◆ TASK INSTRUCTIONS: Pictures stay out. Extract the lines below from the first one through the line with "g.lineJoin = 'round';", both included.

◆ RECORDS PROVIDED:

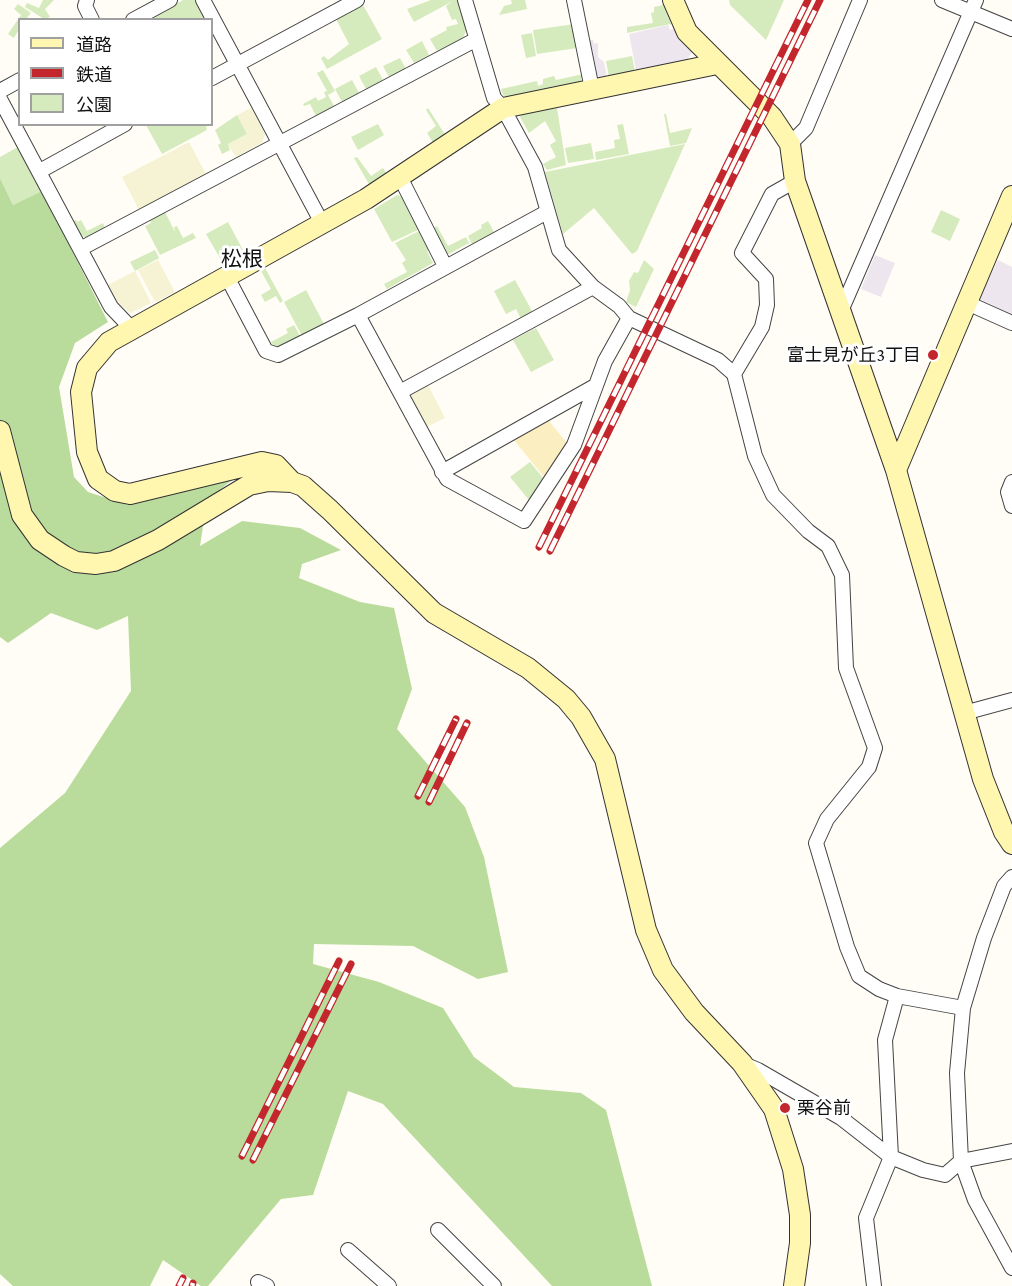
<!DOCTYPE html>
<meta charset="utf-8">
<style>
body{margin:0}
#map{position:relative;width:1012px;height:1286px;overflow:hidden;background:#fffdf5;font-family:"Crimson Pro","Noto Sans JP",serif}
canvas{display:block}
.legend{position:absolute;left:18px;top:18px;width:195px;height:108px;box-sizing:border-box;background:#fff;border:2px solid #a0a0a0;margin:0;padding:8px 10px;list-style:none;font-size:18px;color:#111}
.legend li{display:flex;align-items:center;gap:12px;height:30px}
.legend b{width:30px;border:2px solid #a0a0a0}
</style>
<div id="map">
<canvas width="1012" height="1286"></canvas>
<ul class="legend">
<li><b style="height:8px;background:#fff6b0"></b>道路</li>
<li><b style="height:8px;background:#c4262e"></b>鉄道</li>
<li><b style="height:16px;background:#d5ebbd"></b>公園</li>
</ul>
</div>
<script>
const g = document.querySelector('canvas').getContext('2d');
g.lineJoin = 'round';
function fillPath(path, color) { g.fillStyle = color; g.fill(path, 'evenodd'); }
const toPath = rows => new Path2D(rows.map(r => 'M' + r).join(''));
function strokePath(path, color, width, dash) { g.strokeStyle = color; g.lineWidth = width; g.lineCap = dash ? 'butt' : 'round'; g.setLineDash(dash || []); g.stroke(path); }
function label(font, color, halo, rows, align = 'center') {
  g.font = font + ' "Crimson Pro","Noto Sans JP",serif'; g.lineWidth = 6; g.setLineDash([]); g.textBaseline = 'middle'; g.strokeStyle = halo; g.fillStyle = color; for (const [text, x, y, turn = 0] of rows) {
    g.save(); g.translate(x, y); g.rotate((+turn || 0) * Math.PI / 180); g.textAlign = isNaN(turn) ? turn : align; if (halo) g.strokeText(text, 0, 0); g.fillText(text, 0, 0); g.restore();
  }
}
fillPath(toPath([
 [668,25,670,30,674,29,692,52,687,60,636,70,629,34],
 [590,40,593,40,594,44,598,43,598,57,604,62,607,78,602,79,595,74],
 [875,255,895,263,881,297,861,289],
 [998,260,1012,267,1012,314,979,299]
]), '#eee6ef');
fillPath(toPath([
 [251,108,265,134,262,143,236,157,228,144,247,134,237,115],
 [189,142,206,174,139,210,122,177],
 [158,260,175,292,155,302,138,270],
 [135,271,151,303,130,313,116,301,108,285],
 [427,383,445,418,425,428,409,398,411,391]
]), '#f6f3d4');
fillPath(toPath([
 [43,0,54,0,45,9,50,17,44,19,25,7,27,3,39,8],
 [183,0,195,0,205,19,156,19,154,16],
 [431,0,457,0,467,28,463,38,437,51,430,39,447,30,446,27,458,24,456,19,452,20,446,6,453,1,414,22,407,9],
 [511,0,525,0,527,9,499,15,504,6,512,4],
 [729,0,784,0,766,40,730,5],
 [18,4,31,13,26,19,20,20,19,29,14,38,8,34,21,15,14,9],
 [363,5,382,39,327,69,321,58,324,56,328,60,349,44,336,19],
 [663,5,671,24,627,33,627,27,653,23,651,13,654,12,654,7],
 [574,24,577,48,537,54,533,30],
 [532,33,536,56,526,58,521,35],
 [422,41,429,55,414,63,406,50],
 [632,56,635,72,609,77,606,61],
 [400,58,406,69,389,77,383,66],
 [376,67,383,80,366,89,359,76],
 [323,70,335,91,328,95,334,106,316,116,310,104,304,106,303,104,316,97,318,101,326,97,324,92,327,91,317,73],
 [583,74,580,83,509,98,503,95,501,89,537,81,538,86,543,84,543,79,554,76,556,80],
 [352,80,359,93,342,102,335,89],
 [428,108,446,136,434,144,427,133,436,126,426,110],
 [557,108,566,165,547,170,543,164,556,157,550,145,556,141,545,121,529,133,520,117,522,114],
 [664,114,666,114,670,133,692,128,686,143,670,146],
 [237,115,247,134,228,144,230,150,222,154,218,145,221,143,215,130],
 [211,124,206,127,207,130,162,154,146,125],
 [378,124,384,135,358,150,351,137],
 [623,124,629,154,596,160,595,152,615,148,614,140,620,139,617,125],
 [591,143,594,159,568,163,565,148],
 [685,144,637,251,632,254,594,208,563,234,545,172],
 [18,147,42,191,13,205,0,178,0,157],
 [357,157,371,176,383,168,387,174,370,186,354,158],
 [397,195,403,197,420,229,392,242,374,209],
 [941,210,960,219,950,241,931,232],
 [165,212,175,232,174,227,177,226,183,238,193,233,196,238,160,255,145,226,151,223,150,220],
 [76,220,77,222,81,220,87,231,103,223,105,228,86,238,81,235,73,221],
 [488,221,494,232,472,244,468,236,482,228,481,225],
 [228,222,245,254,224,265,206,234],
 [437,226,448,246,466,237,469,243,449,254,445,252,433,228],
 [421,230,431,249,427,251,433,263,387,289,384,284,407,272,402,263,406,260,395,243],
 [155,250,159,258,135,271,130,262],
 [644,260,654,269,636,307,626,302,630,290,629,281,634,272,638,273],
 [265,268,283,301,280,303,276,296,265,302,261,295,271,289,261,271],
 [515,280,533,313,521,319,516,309,506,314,494,291],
 [306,290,324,324,302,336,284,302],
 [294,325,300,336,280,347,274,346,271,342,288,333,286,329],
 [536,328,554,360,531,372,513,340],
 [530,462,543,478,529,500,510,477]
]), '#d5ebbd');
fillPath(toPath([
 [0,178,13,205,42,191,108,322,75,343,59,387,74,477,88,492,128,505,242,472,207,500,200,546,242,521,300,528,341,550,302,564,299,578,360,602,394,608,412,689,397,729,465,807,484,857,508,972,478,979,413,946,314,944,313,964,379,982,443,1008,474,1057,514,1087,581,1093,606,1110,652,1286,552,1286,383,1104,348,1091,313,1195,281,1199,208,1286,201,1286,163,1260,150,1286,13,1286,0,1274,0,848,65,793,131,691,128,616,97,630,51,613,8,643,0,637]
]), '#b9dc9c');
fillPath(toPath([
 [548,420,567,443,544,477,513,439]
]), '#fbeec1');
const street = toPath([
 [87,0,85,6,92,20],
 [203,0,322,223],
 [574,0,592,89],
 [942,0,1012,29],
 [133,20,170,0],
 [212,78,357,0],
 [0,91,20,80],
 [0,99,111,307,131,328],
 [790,144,806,128,860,0],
 [40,171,125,124],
 [400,177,445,266],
 [80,249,475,40],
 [226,275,266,351,278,355,358,315,447,479,524,521,574,445,605,361,629,318,619,306,593,287,559,250,535,167,503,108,494,98,465,0],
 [965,302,1012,323],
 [841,311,976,0],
 [358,315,547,212],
 [629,318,718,360,734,374,762,327,767,305,766,279,742,253,772,194,795,181],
 [734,374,755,456,773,495,808,531,828,546,842,575,846,668,875,748,869,767,827,819,816,843,847,947,859,976,879,989,897,996,963,1008],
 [400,392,593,287],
 [442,472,595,386],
 [1012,482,1008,492,1012,506],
 [964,713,1012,700],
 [1012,877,1004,886,984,938,963,1008,957,1073,961,1161,975,1200,1012,1268],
 [744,1064,758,1070,841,1118,891,1157,923,1170,945,1175,961,1161,1012,1151],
 [438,1230,494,1286],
 [348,1250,389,1286],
 [258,1282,267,1286],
 [874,1286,866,1218,891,1157,885,1040,897,996]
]);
const secondary = toPath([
 [673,0,687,32,772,117,790,144,795,181,896,470,983,779,1004,832,1012,844],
 [0,431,22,515,40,540,64,556,76,562,96,564,114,561,158,540,249,485,268,481,292,482,303,486,330,510,434,613,528,668,566,699,581,717,605,759,646,930,663,970,694,1012,742,1063,774,1109,793,1169,800,1215,800,1243,794,1286],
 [896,470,1012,196],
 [292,482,276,465,262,462,130,494,115,491,98,479,87,452,81,392,87,368,109,342,366,199,503,108,717,64]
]);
strokePath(street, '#444', 16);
strokePath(secondary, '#333', 22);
strokePath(street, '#fff', 14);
strokePath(secondary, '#fff6b0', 20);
const rail = toPath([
 [539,547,808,0],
 [550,551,820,0],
 [418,796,456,719],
 [429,802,467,723],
 [242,1156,339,961],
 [253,1160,351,964],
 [179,1286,183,1278],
 [192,1286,193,1283]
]);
strokePath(rail, '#c4262e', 7);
strokePath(rail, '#fff', 4.5, [14]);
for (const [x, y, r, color] of [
 [933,355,6,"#c4262e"],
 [785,1108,6,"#c4262e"]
]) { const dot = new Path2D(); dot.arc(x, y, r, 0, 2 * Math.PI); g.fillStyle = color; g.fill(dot); strokePath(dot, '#fff', 2); }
label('18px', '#111', '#fff', [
 ["富士見が丘3丁目",921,355],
 ["栗谷前",797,1108,"left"]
], 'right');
label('21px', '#111', '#fff', [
 ["松根",242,260]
]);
</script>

◆ TASK OUTPUT:
<!DOCTYPE html>
<meta charset="utf-8">
<style>
body{margin:0}
#map{position:relative;width:1012px;height:1286px;overflow:hidden;background:#fffdf5;font-family:"Crimson Pro","Noto Sans JP",serif}
canvas{display:block}
.legend{position:absolute;left:18px;top:18px;width:195px;height:108px;box-sizing:border-box;background:#fff;border:2px solid #a0a0a0;margin:0;padding:8px 10px;list-style:none;font-size:18px;color:#111}
.legend li{display:flex;align-items:center;gap:12px;height:30px}
.legend b{width:30px;border:2px solid #a0a0a0}
</style>
<div id="map">
<canvas width="1012" height="1286"></canvas>
<ul class="legend">
<li><b style="height:8px;background:#fff6b0"></b>道路</li>
<li><b style="height:8px;background:#c4262e"></b>鉄道</li>
<li><b style="height:16px;background:#d5ebbd"></b>公園</li>
</ul>
</div>
<script>
const g = document.querySelector('canvas').getContext('2d');
g.lineJoin = 'round';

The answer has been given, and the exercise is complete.